Calling His Rival ‘Conservative,’ Bradley Sharpens Attack on Gore
Trying to seize the moment and turn it into momentum, Bill Bradley on Tuesday followed up his bruising assault on Al Gore in their debate in Harlem with a sharply focused attack portraying the vice president as a man running from his own conservative past.
This time, Bradley went to the suburbs, specifically Adelphi University on Long Island, to try to build on the new sense of excitement the campaign feels it ignited with the candidate’s brawling, elbows-and-knees confrontation with Gore at the Apollo Theater on Monday night.
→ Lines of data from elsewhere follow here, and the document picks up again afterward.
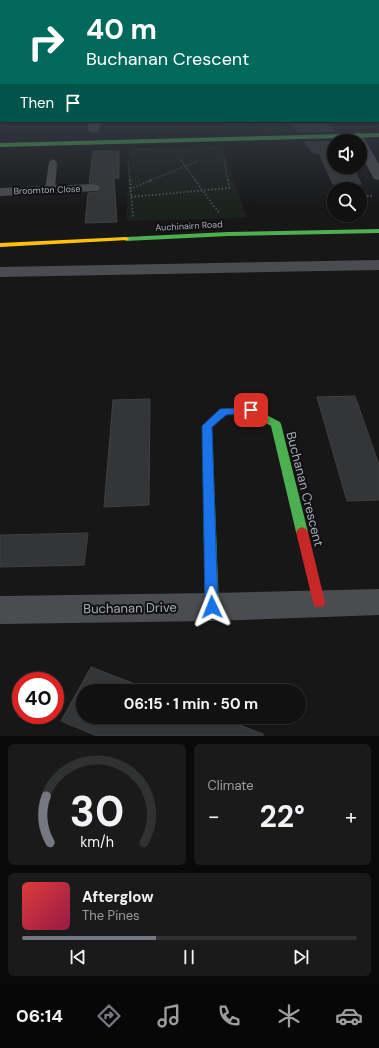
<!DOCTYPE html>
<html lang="en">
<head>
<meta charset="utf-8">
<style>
  :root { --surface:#111; --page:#1a1a1a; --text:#f1f3f6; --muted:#9c9d9f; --line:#303131; --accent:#757880 }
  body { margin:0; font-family:"DM Sans",sans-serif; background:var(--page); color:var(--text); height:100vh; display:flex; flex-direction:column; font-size:15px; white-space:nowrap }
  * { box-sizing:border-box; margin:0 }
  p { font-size:13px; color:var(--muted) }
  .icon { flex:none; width:22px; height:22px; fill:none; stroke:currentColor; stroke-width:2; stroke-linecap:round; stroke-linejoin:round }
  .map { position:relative; height:736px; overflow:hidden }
  .side { display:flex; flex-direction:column; gap:8px; padding:8px; background:#090909; flex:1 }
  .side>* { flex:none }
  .banner { position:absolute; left:0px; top:0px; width:379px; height:122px; box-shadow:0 1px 3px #0004,0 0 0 1px var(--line); background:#00695c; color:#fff; overflow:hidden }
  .fabs { position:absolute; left:327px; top:134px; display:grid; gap:8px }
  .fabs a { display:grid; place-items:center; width:40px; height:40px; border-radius:50%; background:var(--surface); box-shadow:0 1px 3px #0004,0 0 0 1px var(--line); font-size:20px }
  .speed { position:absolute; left:12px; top:672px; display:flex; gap:8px; font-size:20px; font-weight:700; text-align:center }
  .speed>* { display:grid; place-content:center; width:52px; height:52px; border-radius:50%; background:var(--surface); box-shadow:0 1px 3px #0004,0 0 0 1px var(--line); line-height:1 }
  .speed .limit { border:6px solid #d22; background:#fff; color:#111 }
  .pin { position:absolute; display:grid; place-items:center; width:34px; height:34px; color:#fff; margin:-17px; border-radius:8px; box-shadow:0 2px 6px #0006 }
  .me { position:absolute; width:44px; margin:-22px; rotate:358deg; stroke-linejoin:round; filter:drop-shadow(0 0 3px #0008) }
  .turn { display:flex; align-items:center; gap:14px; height:84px; padding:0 20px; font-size:18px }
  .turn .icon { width:52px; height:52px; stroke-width:2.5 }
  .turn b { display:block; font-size:28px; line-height:34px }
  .then { display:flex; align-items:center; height:38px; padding:0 20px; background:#0003; gap:8px; font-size:15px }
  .big { font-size:30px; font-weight:700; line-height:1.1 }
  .side .widget { flex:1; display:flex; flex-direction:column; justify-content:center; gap:6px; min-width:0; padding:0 14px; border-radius:6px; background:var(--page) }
  .side .dial { align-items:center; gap:0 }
  .dial svg { height:104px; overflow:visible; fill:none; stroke:var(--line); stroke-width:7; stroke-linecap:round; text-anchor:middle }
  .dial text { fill:var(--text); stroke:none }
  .song { display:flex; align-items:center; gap:12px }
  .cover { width:48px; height:48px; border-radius:6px; background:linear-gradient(135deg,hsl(0 70% 55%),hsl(340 70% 35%)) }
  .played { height:4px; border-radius:2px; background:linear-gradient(90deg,var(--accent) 40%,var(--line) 40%) }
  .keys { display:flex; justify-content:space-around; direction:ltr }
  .heat { display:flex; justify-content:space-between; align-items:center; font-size:22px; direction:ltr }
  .side .tiles { flex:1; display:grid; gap:8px; grid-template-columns:1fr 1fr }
  .widget:last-child { grid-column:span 2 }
  .trip { position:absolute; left:76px; top:684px; width:230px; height:40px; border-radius:20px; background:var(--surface); box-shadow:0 1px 3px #0004,0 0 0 1px var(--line); font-weight:700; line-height:40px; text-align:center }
  .tab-bar { display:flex; height:64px; justify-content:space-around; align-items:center; background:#070707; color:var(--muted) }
  .tab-bar .icon { width:28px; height:28px }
  .tab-bar .selected { color:var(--accent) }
  .tab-bar b { font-size:18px; color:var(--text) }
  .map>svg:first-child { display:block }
  .green { fill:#1b211c }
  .building { fill:#343537; stroke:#3f4043 }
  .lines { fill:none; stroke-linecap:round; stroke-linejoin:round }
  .path-far1 { stroke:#4d4e52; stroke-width:1.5; stroke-dasharray:1 1.5; stroke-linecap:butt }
  .path { stroke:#4d4e52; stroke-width:2; stroke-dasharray:1.5 2; stroke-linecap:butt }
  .lane { fill:#4b4c50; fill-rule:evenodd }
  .street { fill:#4b4c50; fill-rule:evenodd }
  .fast { fill:#4caf50; fill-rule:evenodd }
  .slow { fill:#ffc107; fill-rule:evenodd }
  .jam { fill:#c62828; fill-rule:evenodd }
  .route { fill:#1a73e8; stroke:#114b97 }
  .labels { text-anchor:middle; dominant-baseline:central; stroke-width:4; stroke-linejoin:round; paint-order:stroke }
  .far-street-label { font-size:9px; fill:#a8adb8; stroke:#111113 }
  .near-street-label { font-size:13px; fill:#a8adb8; stroke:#111113 }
</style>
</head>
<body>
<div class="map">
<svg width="379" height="736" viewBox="0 0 379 736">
  <rect width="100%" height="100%" fill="#171717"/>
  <g class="green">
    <polygon points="220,121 285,121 292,133 225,135"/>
    <polygon points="222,146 247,218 126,221 130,148"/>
  </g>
  <g class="building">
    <polygon points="290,121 329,121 334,131 298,132"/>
    <polygon points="305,142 334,142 334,167 353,167 361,184 333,184 319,153 313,153"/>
    <polygon points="93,151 119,151 119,178 114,178 117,222 85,223 88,193 98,192 101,189 98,184 89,183"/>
    <polygon points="355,396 379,465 379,500 347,501 317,397"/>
    <polygon points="150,399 149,505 104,507 113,400"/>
    <polygon points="88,533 84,565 0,567 0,535"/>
    <polygon points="91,667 153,691 83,691 83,717 219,717 263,734 263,736 97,736 61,721"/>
  </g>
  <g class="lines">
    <g class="path-far1">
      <polyline points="224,159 228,181"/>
      <polyline points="181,160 196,181"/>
      <polyline points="128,161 130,181"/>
      <polyline points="149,181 198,161"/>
    </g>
    <g class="path">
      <polyline points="130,180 133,218"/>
      <polyline points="195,180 219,213"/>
      <polyline points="130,189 152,180"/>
      <polyline points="360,196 373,196"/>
      <polyline points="131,197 229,188 228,180"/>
    </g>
    <polygon class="lane" points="53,159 57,162 55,190 50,193 45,190 49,162"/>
    <g class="street">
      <polygon points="89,121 101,121 98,132 90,132 88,129"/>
      <polygon points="357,132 361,133 379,164 379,180 374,179 360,153 360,141 353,141 351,136"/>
      <polygon points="93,184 98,185 100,188 98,191 0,196 0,188"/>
      <polygon points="379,260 379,270 0,277 0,267"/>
      <polygon points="379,589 379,615 212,621 0,624 0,596 212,593"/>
    </g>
    <g class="fast">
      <polygon points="379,133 379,137 0,147 0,143"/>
      <polygon points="379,229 379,233 228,236 126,241 123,239 126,237 228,232"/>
      <polygon points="251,407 280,422 281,424 308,532 306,535 302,537 298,535 296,532 271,426 249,413 227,414 212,427 219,607 217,611 212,613 207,611 205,607 202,426 221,409"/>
    </g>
    <polygon class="slow" points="126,237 129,239 128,240 0,247 0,243"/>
    <polygon class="jam" points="302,527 306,529 308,532 325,602 324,606 319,607 314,606 313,602 296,532 298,529"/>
  </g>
  <linearGradient id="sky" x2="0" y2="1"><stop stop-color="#0d0d0d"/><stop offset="0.51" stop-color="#363c47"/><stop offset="1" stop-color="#363c47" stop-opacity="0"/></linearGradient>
  <rect width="379" height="210" fill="url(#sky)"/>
  <polygon class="route" points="251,407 255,408 256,410 255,413 226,415 212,427 218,607 216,611 212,613 207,611 205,607 202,426 220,409"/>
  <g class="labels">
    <g class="far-street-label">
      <text transform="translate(47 190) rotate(-2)">Broomton Close</text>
      <text transform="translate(189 226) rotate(-3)">Auchinairn Road</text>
    </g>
    <g class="near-street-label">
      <text transform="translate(305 489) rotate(76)">Buchanan Crescent</text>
      <text transform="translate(130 608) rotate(-1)">Buchanan Drive</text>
    </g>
  </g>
</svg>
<div class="fabs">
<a><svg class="icon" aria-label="sound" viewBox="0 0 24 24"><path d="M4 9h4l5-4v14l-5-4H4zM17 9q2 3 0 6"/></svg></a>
<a><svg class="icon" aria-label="search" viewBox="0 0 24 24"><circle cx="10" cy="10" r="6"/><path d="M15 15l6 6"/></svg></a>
</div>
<div class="speed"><div class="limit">40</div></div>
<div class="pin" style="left:251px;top:410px;background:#d93025"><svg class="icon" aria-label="arrive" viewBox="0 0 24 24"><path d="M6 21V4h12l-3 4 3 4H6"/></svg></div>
<svg class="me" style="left:212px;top:607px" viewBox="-20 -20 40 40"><path d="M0-17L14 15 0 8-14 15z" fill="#1a73e8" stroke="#fff" stroke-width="4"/></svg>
<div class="trip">06:15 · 1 min · 50 m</div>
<div class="banner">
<div class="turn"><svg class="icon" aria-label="right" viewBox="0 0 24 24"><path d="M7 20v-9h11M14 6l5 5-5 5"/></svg><div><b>40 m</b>Buchanan Crescent</div></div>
<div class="then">Then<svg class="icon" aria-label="arrive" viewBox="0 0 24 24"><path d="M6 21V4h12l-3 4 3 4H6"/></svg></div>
</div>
</div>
<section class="side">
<div class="tiles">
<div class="widget dial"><svg viewBox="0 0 100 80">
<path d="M14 69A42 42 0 1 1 86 69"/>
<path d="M14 69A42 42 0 0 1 11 33" stroke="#757880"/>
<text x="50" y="56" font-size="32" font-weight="700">30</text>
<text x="50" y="72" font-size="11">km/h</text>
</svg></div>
<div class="widget"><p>Climate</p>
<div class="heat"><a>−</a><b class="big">22°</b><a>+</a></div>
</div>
<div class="widget">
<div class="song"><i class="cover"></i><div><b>Afterglow</b><p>The Pines</p></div></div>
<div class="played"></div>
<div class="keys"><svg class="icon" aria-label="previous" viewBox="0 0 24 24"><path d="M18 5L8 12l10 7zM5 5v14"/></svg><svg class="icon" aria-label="pause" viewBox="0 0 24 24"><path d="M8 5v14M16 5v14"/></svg><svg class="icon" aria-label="next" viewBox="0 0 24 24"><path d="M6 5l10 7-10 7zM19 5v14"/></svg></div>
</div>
</div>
</section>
<nav class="tab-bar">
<b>06:14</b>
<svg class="icon selected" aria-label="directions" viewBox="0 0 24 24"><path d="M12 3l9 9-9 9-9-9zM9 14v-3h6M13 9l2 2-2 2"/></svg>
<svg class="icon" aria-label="music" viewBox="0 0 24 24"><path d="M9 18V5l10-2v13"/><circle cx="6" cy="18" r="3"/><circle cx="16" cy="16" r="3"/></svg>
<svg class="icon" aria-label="phone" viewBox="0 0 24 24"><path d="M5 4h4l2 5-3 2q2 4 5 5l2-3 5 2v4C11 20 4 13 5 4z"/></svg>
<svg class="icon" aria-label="climate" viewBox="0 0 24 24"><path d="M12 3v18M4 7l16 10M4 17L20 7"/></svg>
<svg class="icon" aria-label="car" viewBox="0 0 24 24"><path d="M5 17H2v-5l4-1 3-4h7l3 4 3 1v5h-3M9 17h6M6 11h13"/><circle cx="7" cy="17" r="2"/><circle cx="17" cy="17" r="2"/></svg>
</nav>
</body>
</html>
To underscore the point that this is a new Bradley on the stump and not the policy wonk known for detail-laden speeches, Bradley unveiled a new slogan aimed at revealing the difference between the former senator from New Jersey and the vice president.
Whether the subject was health care, abortion rights, gun control, or race relations, Bradley said, he has stood firmly behind Democratic Party ideals. “That’s what I believe, it’s what I’ve always fought for and it’s what I will do as president,” he said, over and over.
As catch phrases go, it may not rank with remarks by Kennedy and King, but its purpose was to shift the emphasis of the contest to character and consistency as well as appeal to the core Democratic constituency that eluded Bradley in earlier primaries.
Bradley charged that while he has always supported key party values, Gore was drifting with the political winds.
“In Al’s case,” he said, “he was a conservative.”
Before becoming Bill Clinton’s “loyal No. 2,” Bradley said Gore was a “reliable vote” for the National Rifle Assn., a “dependable vote” for the tobacco corporations, and he voted five times to grant tax-exempt status to schools like Bob Jones University, “even though it discriminated against African Americans.”
Gore said in the debate that he does not support tax-exempt status for Bob Jones University, which does not allow interracial dating. A Gore spokesman said the congressional vote that Bradley cited was about the government’s process for determining tax-exempt status.
As he has before, Bradley also charged that Gore has not explained his role in the Democratic Party’s 1996 fund-raising scandals, even though he said the vice president claims to support campaign finance reform.
“The new Al Gore is a lot like the old Al Gore,” Bradley said. “But it’s all in keeping with the kind of politics he practices--the old politics, the politics of distortion and attack and polls and consultants.”
The Gore campaign wasted no time firing back.
“Bradley’s performance in the debate last night and speech today reeks of the politics of desperation,” Gore’s spokesman, Chris Lehane, said Tuesday. “He said he’d run a different kind of campaign. Apparently what he meant was he’d run in the Democratic Party and use recycled Republican Party attack lines.”
About 300 students and visitors packed the Ruth Harley University Center at Adelphi, a medium-sized liberal arts school that has become a hot political landing zone. First Lady Hillary Rodham Clinton spoke here 10 days ago in her bid for the U.S. Senate.
While Bradley’s performance was much more low-key than it had been the day before, his words were just as barbed.
There was some concern whether Bradley’s no-holds-barred approach in the Harlem debate went too far and made him look nasty. Just as he did Tuesday, Gore used the term “desperate” to describe Bradley’s frontal assaults.
Some said they found the testiness distasteful, but a customer at Titan Foods in Queens, where Bradley stopped before making his appearance at Adelphi, made it clear he liked what he saw.
“You were great last night,” he called out as Bradley stopped in for some feta cheese and baklava. Bradley promised that if he becomes president, he would work to force the Turkish army off Cypress. Asked if he was Greek, he said, “I’m Greek in spirit.’
Then he did what was described by observers as a Zorba-type dance.
If he was feeling good, his campaign believes he has some reason. After weeks of failing to gain any traction against Gore, they said recent polls show Bradley closing the gap in New York.
They hope to make a good showing in the Washington state primary on Tuesday and build from there. The campaign is scheduled to leave today for the Northwest. A statement said Bradley expects to spend “nearly every moment leading up to the primary on Feb. 29 talking to Washington voters about his vision for America.”
Bradley, at least, has no doubts about the new direction of his campaign.
“I don’t think it was nasty,” he said of the tone of the remarks Monday night. “I think it was a fierce debate.”
As for the future, Bradley spokesman Eric Hauser said the candidate will not be backing off. He admitted the campaign is addressing the differences between the two men “more aggressively now,” but said simply: “We have conducted the campaign the way we want.”